Images are published for both x86_64 and arm64. If you're on a more exotic architecture, you'll need to build the encoderfile CLI from source — see our guide on Building from Source for more details.

Mounting Assets

The Docker container needs access to the following elements to build an Encoderfile:

Config file - Your encoderfile.yml passed via -f flag
Model assets - ONNX file, tokenizer, config.json referenced by encoderfile.yml.
Output directory - Where the .encoderfile binary will be written

All paths in your config must exist inside the container.

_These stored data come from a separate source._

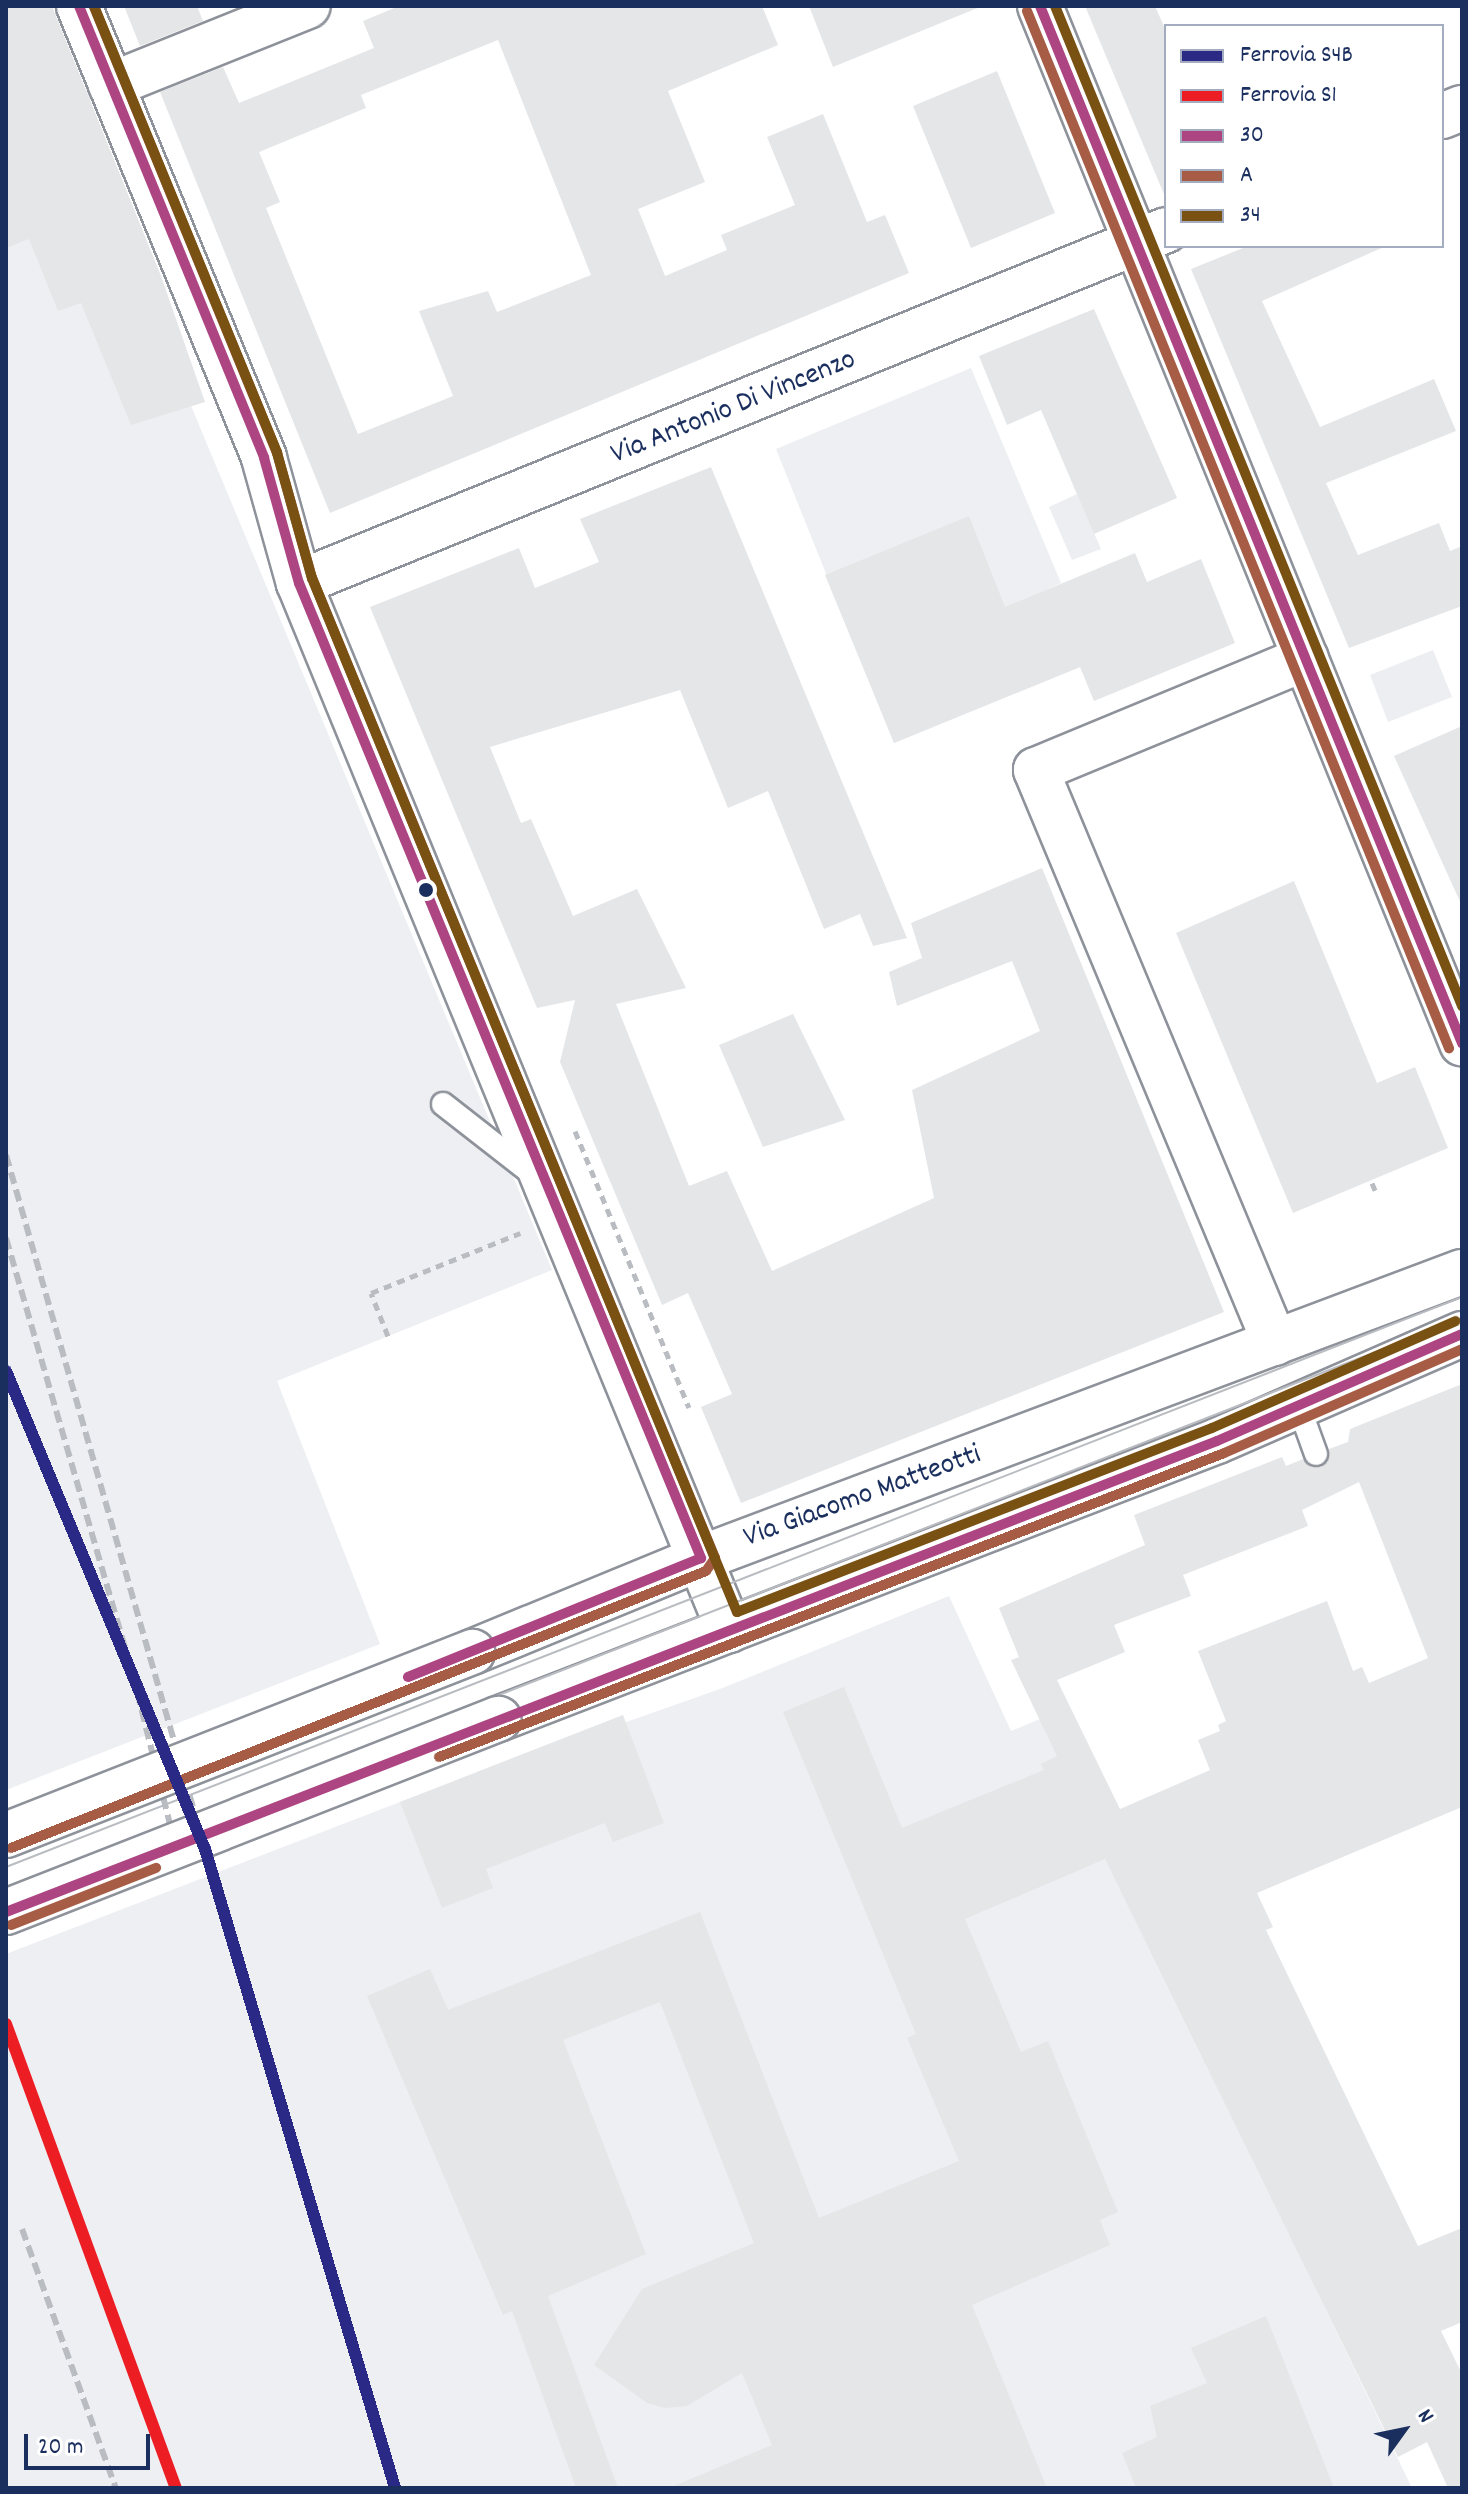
<!DOCTYPE html>
<html>
<head>
<meta charset="utf-8">
<style>
  body { margin:0 }
  #map { position:relative; width:1468px; height:2494px; overflow:hidden; background:#fff; font-family:Dekko,sans-serif }
  div>[style] { position:absolute }
  .built>* { inset:0; background:#edeff3 }
  .green>* { inset:0; background:#edeef2 }
  .building>* { inset:0; background:#e5e6e8 }
  .path>* { height:5px; margin-top:-2.5px; transform-origin:0; background:repeating-linear-gradient(90deg,#b9bcc1 0 8px,transparent 0 14px) }
  .roads { filter:drop-shadow(2px 0 #8e929a) drop-shadow(-2px 0 #8e929a) drop-shadow(0 2px #8e929a) drop-shadow(0 -2px #8e929a) }
  .service>* { height:22px; margin:-11px; padding:0 11px; transform-origin:11px; border-radius:11px; background:#fff }
  .minor>* { height:44px; margin:-22px; padding:0 22px; transform-origin:22px; border-radius:22px; background:#fff }
  .tertiary>* { height:44px; margin:-22px; padding:0 22px; transform-origin:22px; border-radius:22px; background:#fff }
  .secondary>* { height:44px; margin:-22px; padding:0 22px; transform-origin:22px; border-radius:22px; background:#fff }
  .tram>* { height:2px; margin:-1px; padding:0 1px; transform-origin:1px; border-radius:1px; background:#b9bcc1 }
  .rail>* { height:6px; margin-top:-3px; transform-origin:0; background:repeating-linear-gradient(90deg,#b9bcc1 0 12px,transparent 0 18px) }
  .bridges { filter:drop-shadow(2px 0 #8e929a) drop-shadow(-2px 0 #8e929a) drop-shadow(0 2px #8e929a) drop-shadow(0 -2px #8e929a) }
  .secondary-bridge>* { height:44px; margin:-22px; padding:0 22px; transform-origin:22px; border-radius:22px; background:#fff }
  .bus-1>* { height:10px; margin:-5px; padding:0 5px; transform-origin:5px; border-radius:5px; background:#ad4582 }
  .bus-2>* { height:10px; margin:-5px; padding:0 5px; transform-origin:5px; border-radius:5px; background:#a65c45 }
  .bus-3>* { height:10px; margin:-5px; padding:0 5px; transform-origin:5px; border-radius:5px; background:#795113 }
  .rail-1>* { height:12px; margin:-6px; padding:0 6px; transform-origin:6px; border-radius:6px; background:#2a2a86 }
  .rail-2>* { height:12px; margin:-6px; padding:0 6px; transform-origin:6px; border-radius:6px; background:#ed1d24 }
  .dots>* { width:22px; height:22px; translate:-50% -50%; box-sizing:border-box; border:4px solid #fff; border-radius:50% }
  span { translate:-50% -50%; white-space:nowrap; text-align:center; line-height:1.15; -webkit-text-stroke:8px #fff; paint-order:stroke }
  .street-label { font-size:30px; color:#1b2f5e }
  .frame { position:absolute; inset:0; border:8px solid #1b2f5e; pointer-events:none }
  .legend { position:absolute; left:1164px; top:24px; width:280px; height:224px; box-sizing:border-box; background:#fff; border:2px solid #a4acbf; margin:0; padding:10px 14px; list-style:none; font-size:24px; color:#1b2f5e }
  .legend li { display:flex; align-items:center; gap:16px; height:40px }
  .legend b { width:40px; border:2px solid #a4acbf }
  .north { position:absolute; left:1364px; top:2390px; width:80px; height:80px; -webkit-text-stroke:6px #fff; paint-order:stroke; rotate:57deg; font-size:22px; font-weight:700; line-height:32px; text-align:center; color:#1b2f5e }
  .north::after { content:''; display:block; margin:auto; width:28px; height:36px; background:#1b2f5e; clip-path:polygon(50% 0,100% 100%,50% 72%,0 100%) }
  .scale { position:absolute; left:24px; top:2434px; width:126px; height:36px; box-sizing:border-box; border:4px solid #1b2f5e; border-top:0; padding-left:10px; font-size:24px; line-height:28px; white-space:nowrap; color:#1b2f5e; -webkit-text-stroke:6px #fff; paint-order:stroke }
</style>
</head>
<body>
<div id="map">
  <div class="built">
    <div style="clip-path:polygon(6px 6px,24px 6px,552px 1270px,277px 1381px,380px 1644px,6px 1790px)"></div>
    <div style="clip-path:polygon(971px 368px,1061px 583px,1048px 589px,1080px 667px,894px 743px,776px 449px)"></div>
    <div style="clip-path:polygon(949px 1596px,1011px 1731px,1040px 1719px,1412px 2488px,6px 2488px,6px 1954px,400px 1802px,720px 1689px)"></div>
  </div>
  <div class="green">
    <div style="clip-path:polygon(1077px 494px,1101px 549px,1072px 560px,1049px 507px)"></div>
    <div style="clip-path:polygon(1433px 650px,1452px 697px,1388px 722px,1370px 675px)"></div>
  </div>
  <div class="building">
    <div style="clip-path:polygon(6px 6px,52px 6px,161px 276px,205px 402px,131px 425px,81px 303px,58px 311px,29px 239px,6px 248px)"></div>
    <div style="clip-path:polygon(124px 6px,197px 6px,203px 21px,140px 46px)"></div>
    <div style="clip-path:polygon(evenodd,399px 6px,762px 6px,778px 45px,668px 91px,705px 182px,638px 209px,665px 276px,727px 250px,721px 235px,795px 205px,767px 137px,823px 114px,867px 222px,885px 215px,909px 273px,330px 513px,160px 92px,223px 67px,239px 103px,374px 48px,363px 21px,399px 6px,498px 40px,591px 275px,497px 312px,488px 291px,419px 311px,453px 396px,358px 434px,266px 208px,280px 202px,259px 152px,366px 108px,361px 95px,498px 40px)"></div>
    <div style="clip-path:polygon(809px 6px,980px 6px,980px 7px,833px 67px)"></div>
    <div style="clip-path:polygon(1085px 6px,1155px 6px,1166px 31px,1166px 199px)"></div>
    <div style="clip-path:polygon(997px 71px,1055px 213px,971px 248px,913px 106px)"></div>
    <div style="clip-path:polygon(1248px 246px,1386px 246px,1262px 301px,1320px 427px,1434px 379px,1456px 431px,1326px 483px,1358px 555px,1439px 523px,1450px 551px,1462px 546px,1462px 606px,1349px 648px,1191px 269px)"></div>
    <div style="clip-path:polygon(1094px 309px,1177px 498px,1094px 534px,1041px 410px,1007px 425px,979px 356px)"></div>
    <div style="clip-path:polygon(711px 467px,907px 938px,873px 946px,860px 914px,824px 929px,768px 791px,728px 808px,680px 690px,490px 747px,521px 823px,531px 819px,573px 916px,637px 889px,686px 988px,616px 1004px,689px 1186px,727px 1171px,772px 1271px,934px 1198px,912px 1090px,1040px 1031px,1012px 961px,897px 1006px,889px 972px,922px 958px,911px 923px,1042px 868px,1224px 1312px,741px 1503px,701px 1407px,732px 1394px,688px 1293px,662px 1305px,560px 1062px,575px 1000px,537px 1008px,370px 607px,519px 548px,535px 588px,599px 562px,580px 519px)"></div>
    <div style="clip-path:polygon(969px 516px,1005px 607px,1135px 553px,1147px 582px,1201px 559px,1235px 643px,1094px 701px,1080px 667px,894px 743px,825px 575px)"></div>
    <div style="clip-path:polygon(1462px 726px,1462px 906px,1394px 756px)"></div>
    <div style="clip-path:polygon(1294px 881px,1377px 1083px,1415px 1067px,1448px 1148px,1293px 1213px,1176px 933px)"></div>
    <div style="clip-path:polygon(793px 1014px,845px 1120px,763px 1147px,719px 1045px)"></div>
    <div style="clip-path:polygon(evenodd,1462px 1384px,1462px 1807px,1257px 1893px,1273px 1927px,1266px 1930px,1418px 2246px,1462px 2228px,1462px 2322px,1441px 2331px,1462px 2374px,1462px 2488px,1448px 2488px,1427px 2442px,1398px 2457px,1105px 1859px,965px 1919px,1021px 2052px,1048px 2041px,1118px 2212px,1100px 2220px,1110px 2245px,972px 2305px,1047px 2488px,669px 2488px,772px 2445px,742px 2373px,687px 2406px,665px 2408px,647px 2403px,594px 2365px,642px 2289px,754px 2243px,660px 2002px,563px 2040px,646px 2254px,548px 2296px,618px 2488px,576px 2488px,512px 2311px,503px 2315px,367px 1996px,430px 1969px,448px 2010px,700px 1912px,819px 2218px,959px 2161px,907px 2038px,916px 2034px,783px 1712px,844px 1687px,902px 1828px,1044px 1770px,1041px 1764px,1057px 1756px,1011px 1660px,1019px 1657px,999px 1608px,1145px 1545px,1134px 1515px,1282px 1457px,1286px 1466px,1303px 1459px,1321px 1467px,1329px 1449px,1348px 1442px,1350px 1429px,1462px 1384px,1359px 1482px,1428px 1658px,1369px 1683px,1362px 1667px,1353px 1671px,1327px 1601px,1198px 1651px,1226px 1721px,1218px 1725px,1220px 1731px,1198px 1740px,1210px 1770px,1120px 1809px,1057px 1680px,1125px 1652px,1114px 1625px,1191px 1596px,1183px 1575px,1308px 1526px,1302px 1510px,1359px 1482px)"></div>
    <div style="clip-path:polygon(623px 1715px,664px 1823px,613px 1842px,605px 1823px,486px 1869px,493px 1888px,442px 1908px,400px 1802px)"></div>
    <div style="clip-path:polygon(1266px 2316px,1334px 2488px,1136px 2488px,1122px 2453px,1157px 2437px,1150px 2406px,1207px 2383px,1191px 2348px)"></div>
  </div>
  <div class="path">
    <div style="left:575px;top:1131px;width:299px;rotate:67.6deg"></div>
    <div style="left:1372px;top:1183px;width:8px;rotate:67deg"></div>
    <div style="left:388px;top:1336px;width:46px;rotate:-111.6deg"></div>
    <div style="left:371px;top:1293px;width:161px;rotate:-21.9deg"></div>
  </div>
  <div class="roads">
    <div class="service">
      <div style="left:443px;top:1104px;width:115px;rotate:38deg"></div>
      <div style="left:1298px;top:1404px;width:53px;rotate:70.2deg"></div>
    </div>
    <div class="minor">
      <div style="left:1040px;top:6px;width:1120px;rotate:67.86deg"></div>
      <div style="left:111px;top:85px;width:212px;rotate:-21.9deg"></div>
      <div style="left:1442px;top:116px;width:22px;rotate:-22deg"></div>
      <div style="left:299px;top:583px;width:936px;rotate:-22.15deg"></div>
      <div style="left:1275px;top:1343px;width:621px;rotate:-112.64deg"></div>
      <div style="left:1036px;top:770px;width:292px;rotate:-22.5deg"></div>
    </div>
    <div class="tertiary">
      <div style="left:79px;top:6px;width:488px;rotate:67.7deg"></div>
      <div style="left:264px;top:458px;width:130px;rotate:74.4deg"></div>
      <div style="left:299px;top:583px;width:1132px;rotate:67.67deg"></div>
    </div>
    <div class="secondary">
      <div style="left:472px;top:1652px;width:248px;rotate:-22.3deg"></div>
      <div style="left:701px;top:1558px;width:813px;rotate:-20.6deg"></div>
      <div style="left:498px;top:1719px;width:771px;rotate:-21.14deg"></div>
      <div style="left:1217px;top:1441px;width:267px;rotate:-23.6deg"></div>
    </div>
  </div>
  <div class="tram">
    <div style="left:6px;top:1867px;width:1564px;rotate:-21.38deg"></div>
    <div style="left:6px;top:1888px;width:1564px;rotate:-21.38deg"></div>
  </div>
  <div class="rail">
    <div style="left:6px;top:1155px;width:722px;rotate:74deg"></div>
    <div style="left:6px;top:1238px;width:455px;rotate:73.8deg"></div>
    <div style="left:133px;top:1675px;width:179px;rotate:76.1deg"></div>
    <div style="left:22px;top:2229px;width:276px;rotate:70.1deg"></div>
  </div>
  <div class="bridges">
    <div class="secondary-bridge">
      <div style="left:6px;top:1835px;width:501px;rotate:-21.44deg"></div>
      <div style="left:6px;top:1912px;width:529px;rotate:-21.42deg"></div>
    </div>
  </div>
  <div class="bus-1">
    <div style="left:79px;top:6px;width:488px;rotate:67.7deg"></div>
    <div style="left:264px;top:458px;width:130px;rotate:74.4deg"></div>
    <div style="left:299px;top:583px;width:1055px;rotate:67.59deg"></div>
    <div style="left:1040px;top:6px;width:1120px;rotate:67.86deg"></div>
    <div style="left:408px;top:1677px;width:316px;rotate:-22.1deg"></div>
    <div style="left:6px;top:1912px;width:1299px;rotate:-21.25deg"></div>
    <div style="left:1217px;top:1441px;width:267px;rotate:-23.6deg"></div>
  </div>
  <div class="bus-2">
    <div style="left:1027px;top:11px;width:1120px;rotate:67.86deg"></div>
    <div style="left:439px;top:1757px;width:840px;rotate:-21.16deg"></div>
    <div style="left:1222px;top:1454px;width:262px;rotate:-23.6deg"></div>
    <div style="left:11px;top:1848px;width:748px;rotate:-21.73deg"></div>
    <div style="left:706px;top:1571px;width:16px;rotate:-55deg"></div>
    <div style="left:715px;top:1558px;width:1060px;rotate:-112.35deg"></div>
    <div style="left:312px;top:578px;width:130px;rotate:-105.6deg"></div>
    <div style="left:277px;top:453px;width:483px;rotate:-112.3deg"></div>
    <div style="left:11px;top:1925px;width:156px;rotate:-21.5deg"></div>
  </div>
  <div class="bus-3">
    <div style="left:94px;top:6px;width:483px;rotate:67.7deg"></div>
    <div style="left:277px;top:453px;width:130px;rotate:74.4deg"></div>
    <div style="left:312px;top:578px;width:1118px;rotate:67.66deg"></div>
    <div style="left:737px;top:1612px;width:509px;rotate:-21.17deg"></div>
    <div style="left:1212px;top:1428px;width:266px;rotate:-23.7deg"></div>
    <div style="left:1055px;top:6px;width:1080px;rotate:67.85deg"></div>
  </div>
  <div class="rail-1">
    <div style="left:6px;top:1371px;width:518px;rotate:67.4deg"></div>
    <div style="left:205px;top:1849px;width:667px;rotate:73.44deg"></div>
  </div>
  <div class="rail-2">
    <div style="left:6px;top:2024px;width:494px;rotate:69.9deg"></div>
  </div>
  <div class="dots">
    <div style="left:426px;top:890px;background:#1b2f5e"></div>
  </div>
  <div class="street-label">
    <span style="left:734px;top:409px;rotate:-22deg">Via Antonio Di Vincenzo</span>
    <span style="left:863px;top:1498px;rotate:-20deg">Via Giacomo Matteotti</span>
  </div>
  <div class="frame"></div>
  <ul class="legend">
  <li><b style="height:10px;background:#2a2a86"></b>Ferrovia S4B</li>
  <li><b style="height:10px;background:#ed1d24"></b>Ferrovia S1</li>
  <li><b style="height:10px;background:#ad4582"></b>30</li>
  <li><b style="height:10px;background:#a65c45"></b>A</li>
  <li><b style="height:10px;background:#795113"></b>34</li>
  </ul>
  <div class="north">N</div>
  <div class="scale">20 m</div>
</div>
</body>
</html>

Mount your project directory to /opt/encoderfile (the default working directory) so encoderfile can find everything and write the output back to your host machine.

Minimal Example

Assuming your directory looks like this:

project/
    model/
        model.onnx
        tokenizer.json
        config.json
    encoderfile.yml

And your build config (encoderfile.yml) looks like this:

encoderfile:
  name: my-embedding-model
  path: ./model
  model_type: embedding
  output_path: ./my-embedding-model.encoderfile
  transform: |
    --- Applies L2 normalization across the embedding dimension.
    --- Each token embedding is scaled to unit length independently.
    ---
    --- Args:
    ---   arr (Tensor): A tensor of shape [batch_size, n_tokens, hidden_dim].
    ---                 Normalization is applied along the third axis (hidden_dim).
    ---
    --- Returns:
    ---   Tensor: The input tensor with L2-normalized embeddings.
    ---@param arr Tensor
    ---@return Tensor
    function Postprocess(arr)
        return arr:lp_normalize(2, 3)
    end

Run the following:

docker run \
    -it \
    -v "$(pwd):/opt/encoderfile" \
    ghcr.io/mozilla-ai/encoderfile:latest \
    build -f encoderfile.yml

What happens:

Your current directory is mounted into the container at /opt/encoderfile.
Inside the container, Encoderfile sees encoderfile.yml and any model paths exactly as they appear in your project.
The resulting .encoderfile binary is written back into your project directory

Troubleshooting

“File not found: model.onnx”

Your path in config.yml doesn’t match where the file appears inside the container. Most of the time this is a missing -v "$(pwd):/opt/encoderfile" or a mismatched working directory.

“cargo not found”

You’re not using the correct image. Make sure you are using ghcr.io/mozilla-ai/encoderfile:latest

Paths behave differently on Windows

Use absolute paths or WSL. Docker-for-Windows path translation varies by shell.